Dopo dodici anni di servizio come Consigliere Generale per l’Europa, P. Chicho ROIS ha raggiunto la piccola comunità oblata nel deserto del Sahara. Ci racconta la sua visione della pastorale vocazionale, in un posto dove ci sono così pochi cristiani.
Che impressione si prova quando si penetra per la prima volta nell’immenso e profondo deserto, dove quasi ogni forma di vita è assente! A prima vista, non sembra esserci alcuna vegetazione, nessun animale… niente. Ma lentamente, guardando più da vicino, la bellezza del deserto vi sorprende: una catena di dune, continuamente rimodellata dal soffio incessante del vento, gli insetti, alcuni piccoli topi, lucertole che sembrano giocare a nascondino, e se siete fortunati, potrete vedere il mitico uccello del deserto.

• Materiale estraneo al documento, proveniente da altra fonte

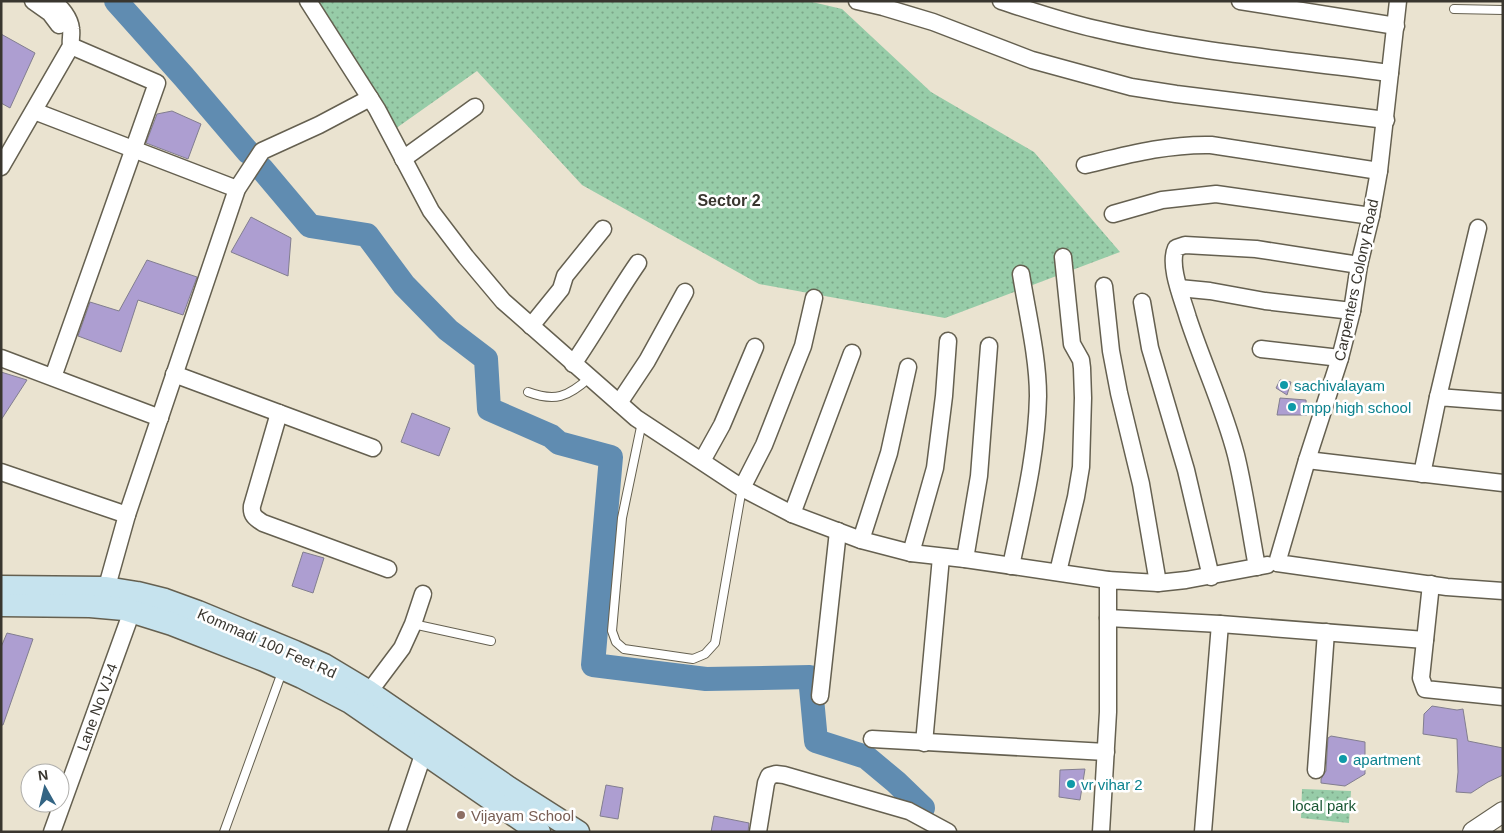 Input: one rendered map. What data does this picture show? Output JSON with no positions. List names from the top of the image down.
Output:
{
  "streets": {
    "main road": ["Kommadi 100 Feet Rd"],
    "street": ["Carpenters Colony Road", "Lane No VJ-4"]
  },
  "crossings": [
    ["Kommadi 100 Feet Rd", "Lane No VJ-4"]
  ],
  "districts": ["Sector 2"],
  "parks": ["local park"],
  "places": [
    "sachivalayam",
    "mpp high school",
    "apartment",
    "vr vihar 2",
    "Vijayam School"
  ],
  "north": "top"
} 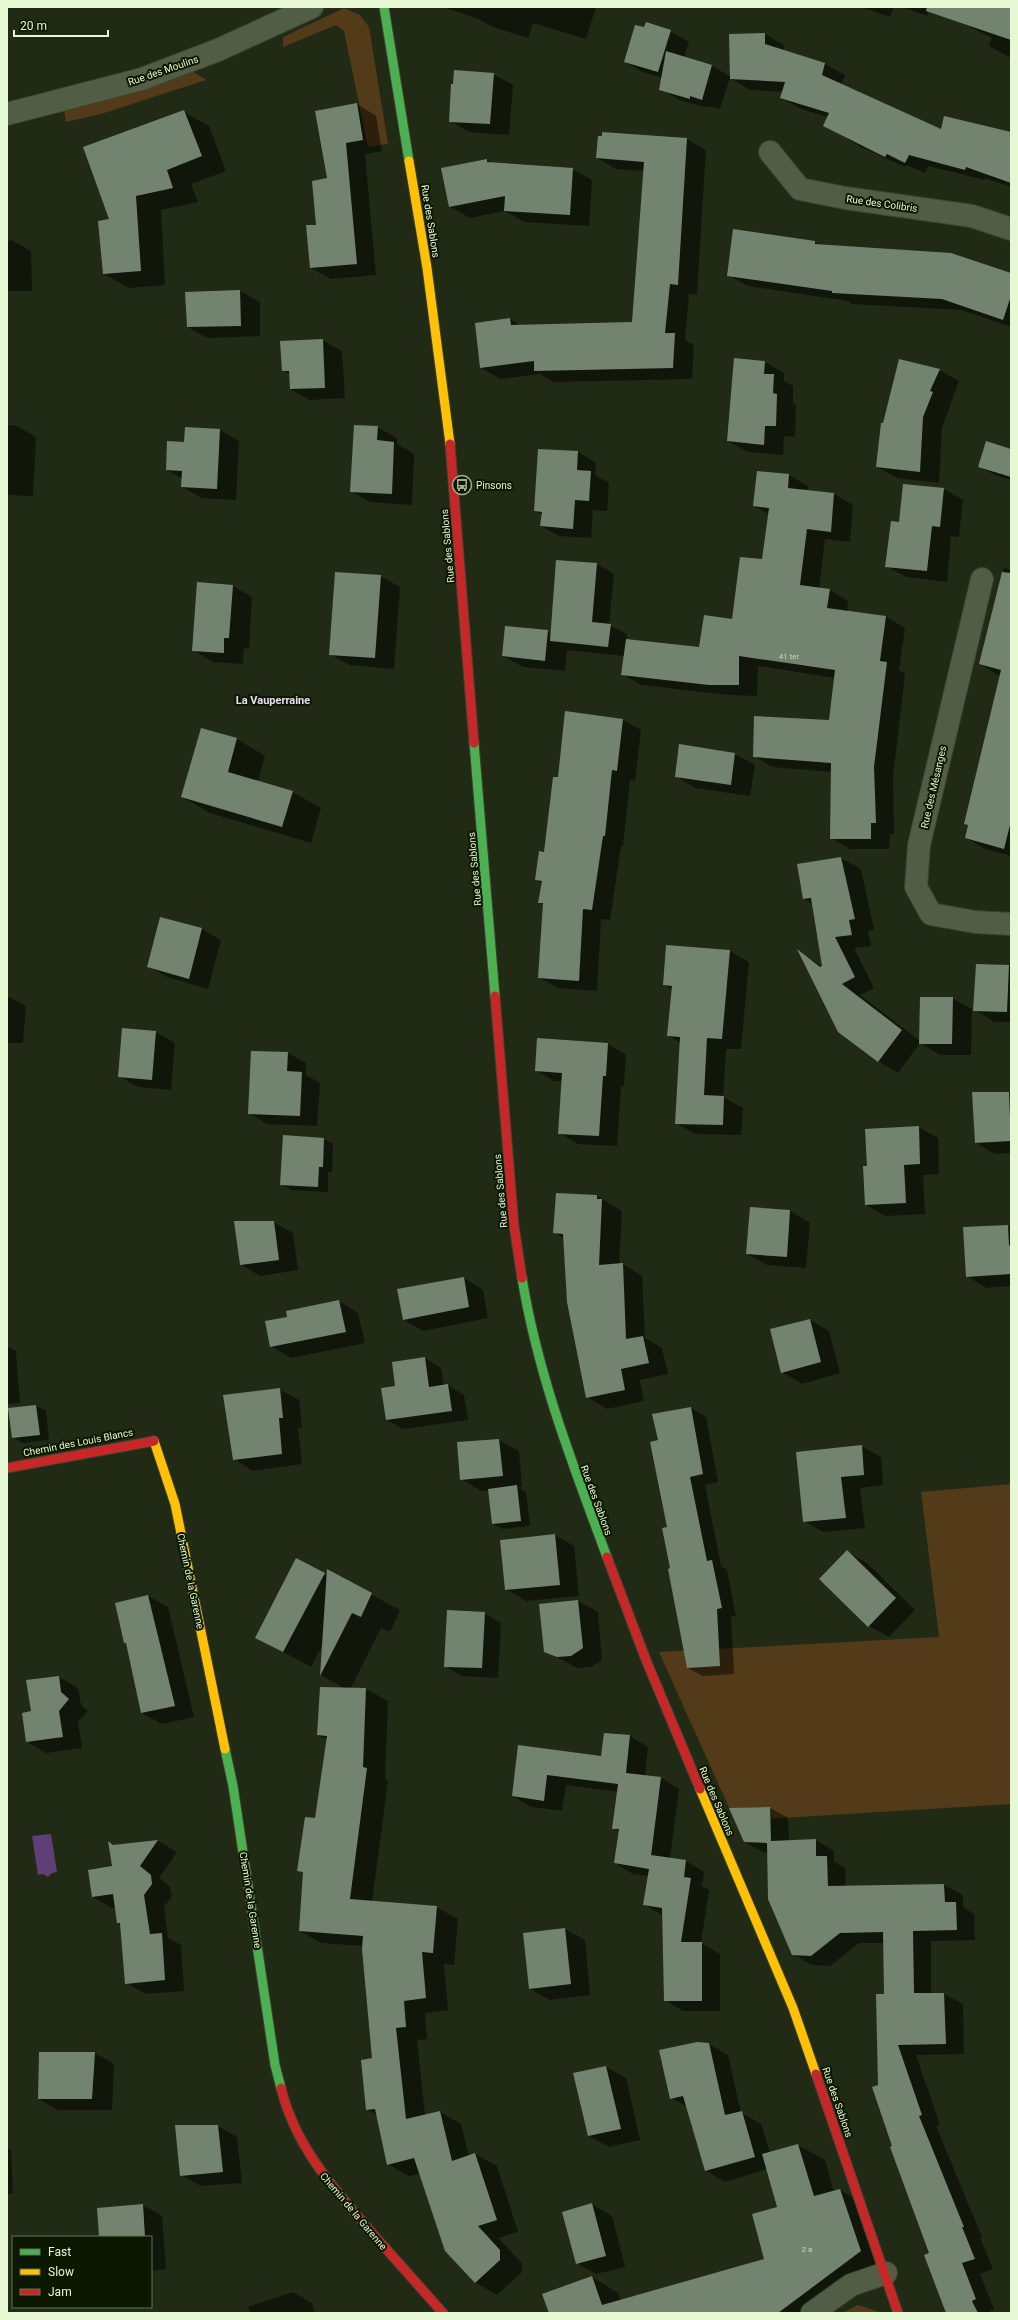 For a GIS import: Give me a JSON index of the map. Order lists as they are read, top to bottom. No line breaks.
{"streets":{"street":["Rue des Moulins","Rue des Colibris","Rue des Sablons","Rue des Mésanges","Chemin des Louis Blancs","Chemin de la Garenne"]},"crossings":[["Chemin des Louis Blancs","Chemin de la Garenne"]],"districts":["La Vauperraine"],"places":{"bus stop":["Pinsons"]},"house_numbers":["41 ter","2 a"],"legend":["Fast","Slow","Jam"],"scale_bar":"20 m"}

I cammelli, guidati dall’olfatto, trovano l’acqua, dove altri vedono solo sabbia, o si dirigono per giorni verso il luogo che riceverà le prime gocce di pioggia. Per questi i cammellieri sono chiamati figli del vento. Con le prime gocce di pioggia, ecco il miracolo: il deserto comincia a fiorire… C’era, ovviamente, la vita, ma non sapevamo scoprirla in profondità. C’erano i semi che hanno impiegato giorni, mesi e forse anni a fiorire. E ci sono persone che possono vivere questa bellezza, aspettare fiduciose, amare in situazioni estreme, e che sanno cantare, quando fiorisce il deserto.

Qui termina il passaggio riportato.